**Given data**

•••••

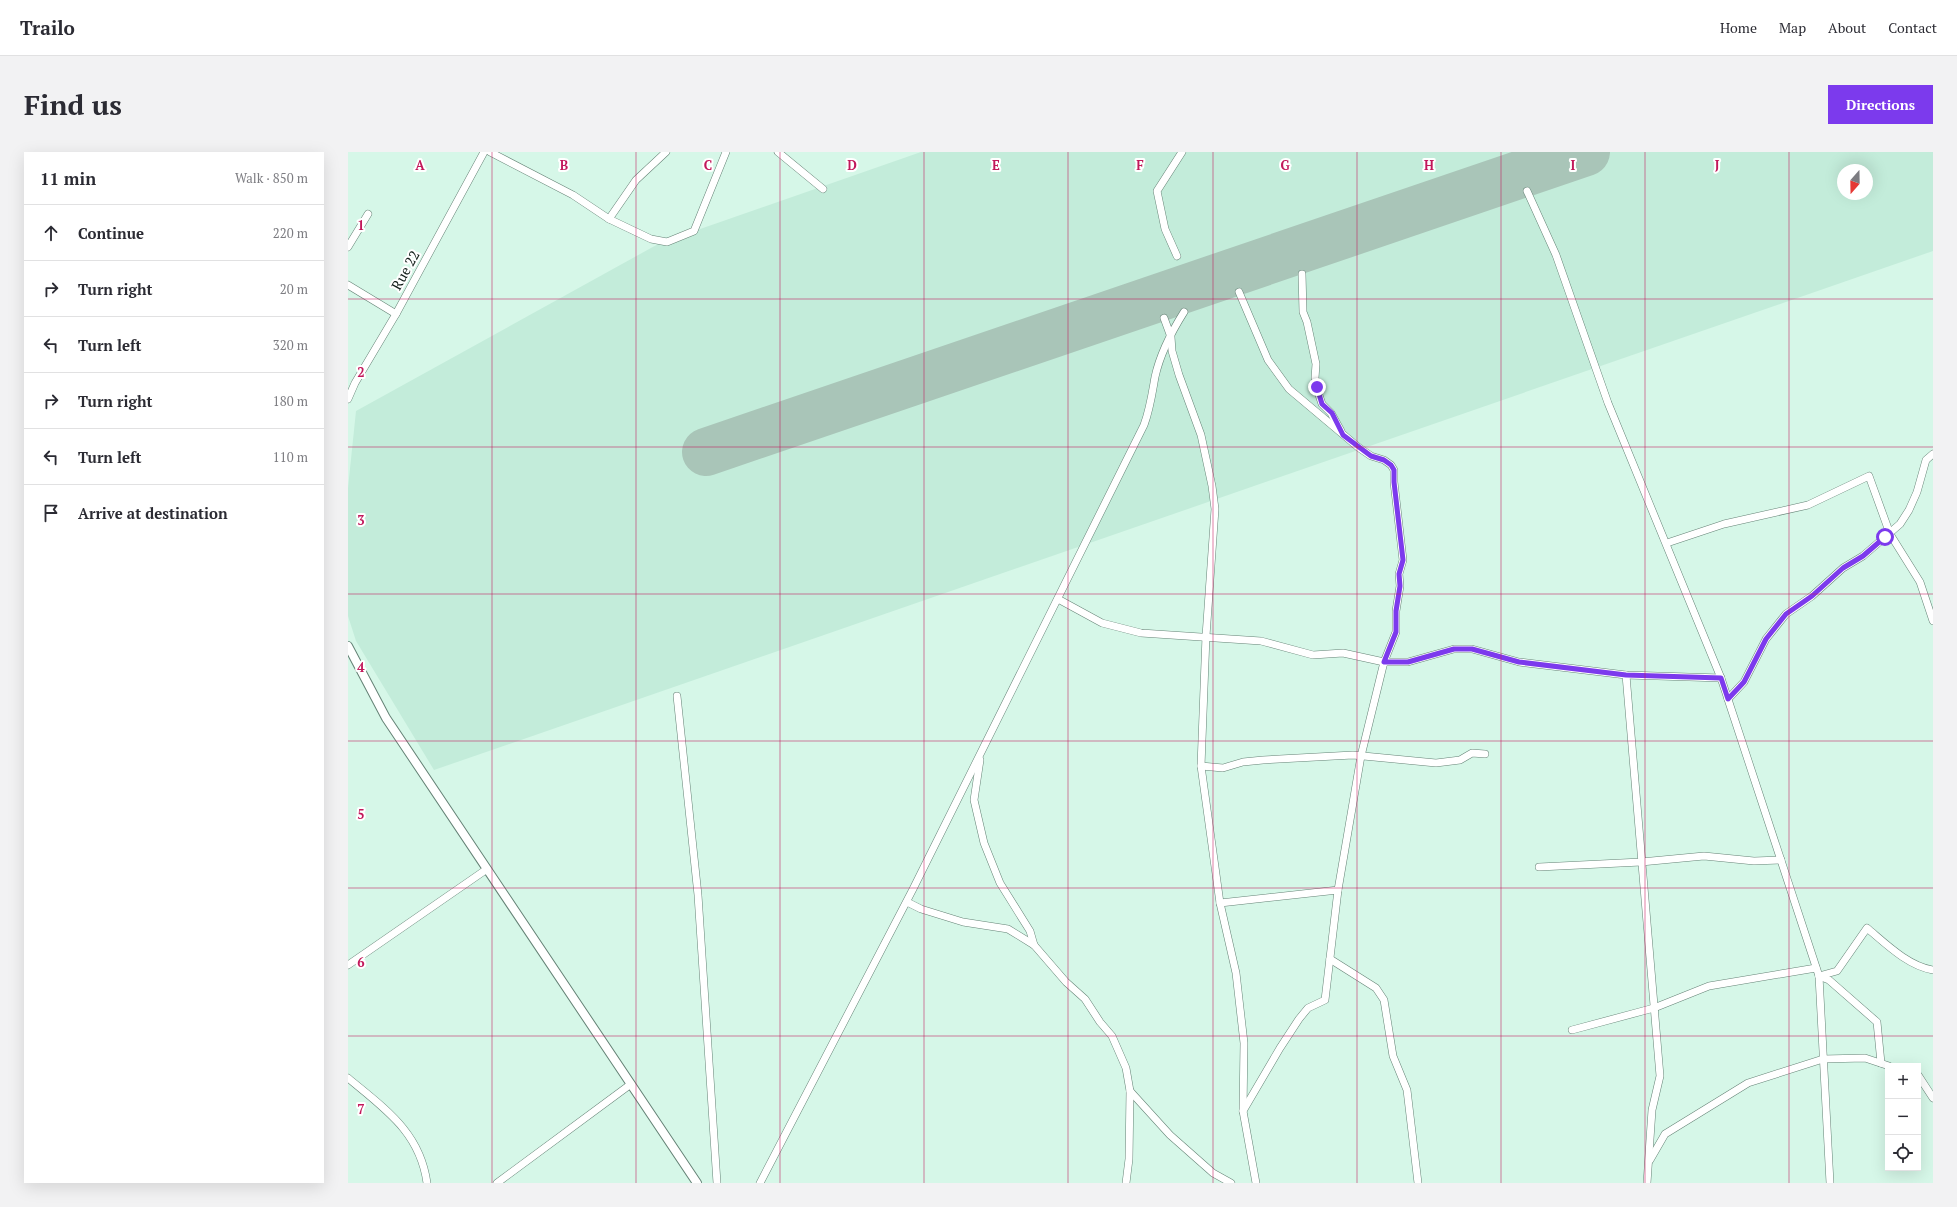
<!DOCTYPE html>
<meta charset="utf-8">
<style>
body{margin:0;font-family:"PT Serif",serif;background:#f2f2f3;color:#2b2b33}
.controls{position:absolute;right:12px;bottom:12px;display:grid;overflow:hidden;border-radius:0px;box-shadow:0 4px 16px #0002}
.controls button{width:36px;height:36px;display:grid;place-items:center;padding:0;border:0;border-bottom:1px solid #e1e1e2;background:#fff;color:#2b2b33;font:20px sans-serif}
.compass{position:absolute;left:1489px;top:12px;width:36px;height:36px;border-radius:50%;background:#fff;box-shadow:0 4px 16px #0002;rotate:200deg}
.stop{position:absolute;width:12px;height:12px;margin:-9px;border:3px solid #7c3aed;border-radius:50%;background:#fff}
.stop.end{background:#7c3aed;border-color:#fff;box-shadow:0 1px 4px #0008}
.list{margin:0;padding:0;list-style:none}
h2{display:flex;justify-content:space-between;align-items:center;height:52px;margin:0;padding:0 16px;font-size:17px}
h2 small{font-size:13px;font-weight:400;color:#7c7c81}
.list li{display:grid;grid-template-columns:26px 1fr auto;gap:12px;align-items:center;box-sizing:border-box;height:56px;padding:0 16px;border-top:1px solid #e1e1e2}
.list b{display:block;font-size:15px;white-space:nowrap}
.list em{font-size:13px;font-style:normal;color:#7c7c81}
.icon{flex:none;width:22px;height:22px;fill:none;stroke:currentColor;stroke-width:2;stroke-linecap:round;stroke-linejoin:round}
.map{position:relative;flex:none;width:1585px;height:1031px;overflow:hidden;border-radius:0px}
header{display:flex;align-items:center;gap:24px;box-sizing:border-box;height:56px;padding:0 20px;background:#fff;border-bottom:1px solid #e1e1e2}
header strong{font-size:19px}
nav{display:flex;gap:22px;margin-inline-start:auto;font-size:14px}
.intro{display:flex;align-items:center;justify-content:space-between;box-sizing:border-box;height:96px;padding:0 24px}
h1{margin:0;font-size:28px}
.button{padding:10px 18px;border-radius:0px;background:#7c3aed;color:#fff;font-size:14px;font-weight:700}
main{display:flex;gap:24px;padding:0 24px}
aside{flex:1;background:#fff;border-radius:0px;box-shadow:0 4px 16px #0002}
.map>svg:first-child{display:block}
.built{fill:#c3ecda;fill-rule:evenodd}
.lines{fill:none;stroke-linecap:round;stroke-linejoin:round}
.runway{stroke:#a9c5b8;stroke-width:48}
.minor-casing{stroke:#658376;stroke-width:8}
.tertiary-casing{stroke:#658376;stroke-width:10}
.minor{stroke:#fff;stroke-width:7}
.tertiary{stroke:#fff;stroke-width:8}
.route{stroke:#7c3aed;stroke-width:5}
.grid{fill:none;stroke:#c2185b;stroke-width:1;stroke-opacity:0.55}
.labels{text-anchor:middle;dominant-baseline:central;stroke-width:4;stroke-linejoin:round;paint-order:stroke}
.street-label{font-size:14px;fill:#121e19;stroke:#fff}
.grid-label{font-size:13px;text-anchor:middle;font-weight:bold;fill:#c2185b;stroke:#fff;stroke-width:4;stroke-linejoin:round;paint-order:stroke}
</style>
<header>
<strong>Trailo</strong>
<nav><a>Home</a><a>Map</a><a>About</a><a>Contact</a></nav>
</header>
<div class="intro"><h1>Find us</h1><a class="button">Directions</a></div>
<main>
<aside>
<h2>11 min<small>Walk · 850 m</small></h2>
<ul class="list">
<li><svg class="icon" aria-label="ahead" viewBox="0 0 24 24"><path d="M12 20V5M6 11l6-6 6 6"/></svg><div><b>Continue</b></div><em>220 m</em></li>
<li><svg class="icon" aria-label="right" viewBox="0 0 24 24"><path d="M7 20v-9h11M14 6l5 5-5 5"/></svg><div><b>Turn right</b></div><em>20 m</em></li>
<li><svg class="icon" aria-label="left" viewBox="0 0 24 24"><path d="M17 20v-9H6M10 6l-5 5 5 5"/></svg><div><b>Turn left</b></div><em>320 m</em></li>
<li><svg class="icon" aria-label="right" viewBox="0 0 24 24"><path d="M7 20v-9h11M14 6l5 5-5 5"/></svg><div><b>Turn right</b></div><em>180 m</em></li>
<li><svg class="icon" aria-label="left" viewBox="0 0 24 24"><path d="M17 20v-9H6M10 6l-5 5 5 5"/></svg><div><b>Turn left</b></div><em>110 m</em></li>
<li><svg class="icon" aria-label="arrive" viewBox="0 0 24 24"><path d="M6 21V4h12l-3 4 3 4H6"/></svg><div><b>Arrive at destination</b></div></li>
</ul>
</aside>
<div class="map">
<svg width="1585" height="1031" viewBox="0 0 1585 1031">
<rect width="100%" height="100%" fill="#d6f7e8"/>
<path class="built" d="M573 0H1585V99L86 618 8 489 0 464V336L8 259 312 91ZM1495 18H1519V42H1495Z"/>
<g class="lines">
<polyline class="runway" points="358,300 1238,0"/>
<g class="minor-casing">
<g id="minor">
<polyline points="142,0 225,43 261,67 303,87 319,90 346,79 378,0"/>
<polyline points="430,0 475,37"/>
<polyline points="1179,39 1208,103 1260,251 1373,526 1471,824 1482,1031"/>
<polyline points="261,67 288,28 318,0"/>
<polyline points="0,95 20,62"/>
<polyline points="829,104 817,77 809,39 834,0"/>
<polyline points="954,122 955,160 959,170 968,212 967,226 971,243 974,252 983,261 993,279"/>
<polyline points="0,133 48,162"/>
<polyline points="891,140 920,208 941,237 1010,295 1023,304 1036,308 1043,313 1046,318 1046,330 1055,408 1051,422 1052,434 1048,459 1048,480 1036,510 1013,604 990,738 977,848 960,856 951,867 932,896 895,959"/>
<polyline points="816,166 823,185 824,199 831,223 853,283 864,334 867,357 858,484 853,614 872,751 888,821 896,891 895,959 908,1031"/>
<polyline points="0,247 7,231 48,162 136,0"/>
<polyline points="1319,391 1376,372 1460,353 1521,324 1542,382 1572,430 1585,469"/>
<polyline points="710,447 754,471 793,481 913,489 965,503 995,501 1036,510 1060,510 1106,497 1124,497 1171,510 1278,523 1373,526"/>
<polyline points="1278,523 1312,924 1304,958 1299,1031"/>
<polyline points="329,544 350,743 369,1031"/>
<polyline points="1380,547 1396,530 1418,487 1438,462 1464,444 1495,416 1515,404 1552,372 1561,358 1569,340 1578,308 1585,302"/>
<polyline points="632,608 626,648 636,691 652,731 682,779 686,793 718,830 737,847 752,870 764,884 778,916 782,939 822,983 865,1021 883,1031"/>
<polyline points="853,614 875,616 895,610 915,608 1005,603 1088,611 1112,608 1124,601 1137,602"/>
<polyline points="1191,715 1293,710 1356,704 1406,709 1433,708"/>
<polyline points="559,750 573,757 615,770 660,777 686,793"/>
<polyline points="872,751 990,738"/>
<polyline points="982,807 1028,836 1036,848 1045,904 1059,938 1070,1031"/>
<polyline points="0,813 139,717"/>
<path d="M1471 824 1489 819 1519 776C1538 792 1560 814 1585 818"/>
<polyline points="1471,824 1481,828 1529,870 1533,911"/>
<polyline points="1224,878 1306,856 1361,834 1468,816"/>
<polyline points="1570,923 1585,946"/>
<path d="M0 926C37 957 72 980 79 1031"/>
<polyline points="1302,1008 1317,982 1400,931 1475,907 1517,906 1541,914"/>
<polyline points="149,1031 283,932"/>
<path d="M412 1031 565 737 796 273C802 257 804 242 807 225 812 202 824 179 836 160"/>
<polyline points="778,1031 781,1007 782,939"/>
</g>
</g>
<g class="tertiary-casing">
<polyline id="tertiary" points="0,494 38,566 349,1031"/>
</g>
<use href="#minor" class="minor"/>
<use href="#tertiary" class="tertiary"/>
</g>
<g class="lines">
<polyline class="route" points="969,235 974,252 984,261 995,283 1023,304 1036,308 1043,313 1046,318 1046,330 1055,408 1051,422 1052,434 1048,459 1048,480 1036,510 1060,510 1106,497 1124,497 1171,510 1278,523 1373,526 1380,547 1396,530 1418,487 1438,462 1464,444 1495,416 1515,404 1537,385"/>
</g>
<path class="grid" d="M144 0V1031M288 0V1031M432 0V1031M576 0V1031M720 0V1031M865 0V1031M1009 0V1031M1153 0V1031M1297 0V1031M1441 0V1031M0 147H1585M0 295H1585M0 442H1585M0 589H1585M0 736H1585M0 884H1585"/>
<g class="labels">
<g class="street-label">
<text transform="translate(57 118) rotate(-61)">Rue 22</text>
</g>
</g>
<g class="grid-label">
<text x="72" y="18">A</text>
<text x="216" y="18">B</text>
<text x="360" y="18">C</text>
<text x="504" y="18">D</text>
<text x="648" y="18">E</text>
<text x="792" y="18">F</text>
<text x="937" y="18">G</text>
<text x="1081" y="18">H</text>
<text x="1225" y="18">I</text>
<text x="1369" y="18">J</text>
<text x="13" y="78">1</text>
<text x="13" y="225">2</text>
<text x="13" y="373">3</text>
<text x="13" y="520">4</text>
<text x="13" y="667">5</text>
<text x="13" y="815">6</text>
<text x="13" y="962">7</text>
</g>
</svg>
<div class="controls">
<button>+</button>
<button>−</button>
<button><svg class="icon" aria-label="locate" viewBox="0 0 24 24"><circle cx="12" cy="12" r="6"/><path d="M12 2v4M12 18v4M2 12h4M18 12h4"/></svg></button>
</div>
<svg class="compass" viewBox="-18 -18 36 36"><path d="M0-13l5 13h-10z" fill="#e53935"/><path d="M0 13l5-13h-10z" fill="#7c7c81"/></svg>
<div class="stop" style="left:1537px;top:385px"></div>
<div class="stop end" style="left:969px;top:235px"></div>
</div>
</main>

•••••

**Activity**
Only lines with the word "middle" are wanted, so copy each one from the records.

**Solution for this task**
.labels{text-anchor:middle;dominant-baseline:central;stroke-width:4;stroke-linejoin:round;paint-order:stroke}
.grid-label{font-size:13px;text-anchor:middle;font-weight:bold;fill:#c2185b;stroke:#fff;stroke-width:4;stroke-linejoin:round;paint-order:stroke}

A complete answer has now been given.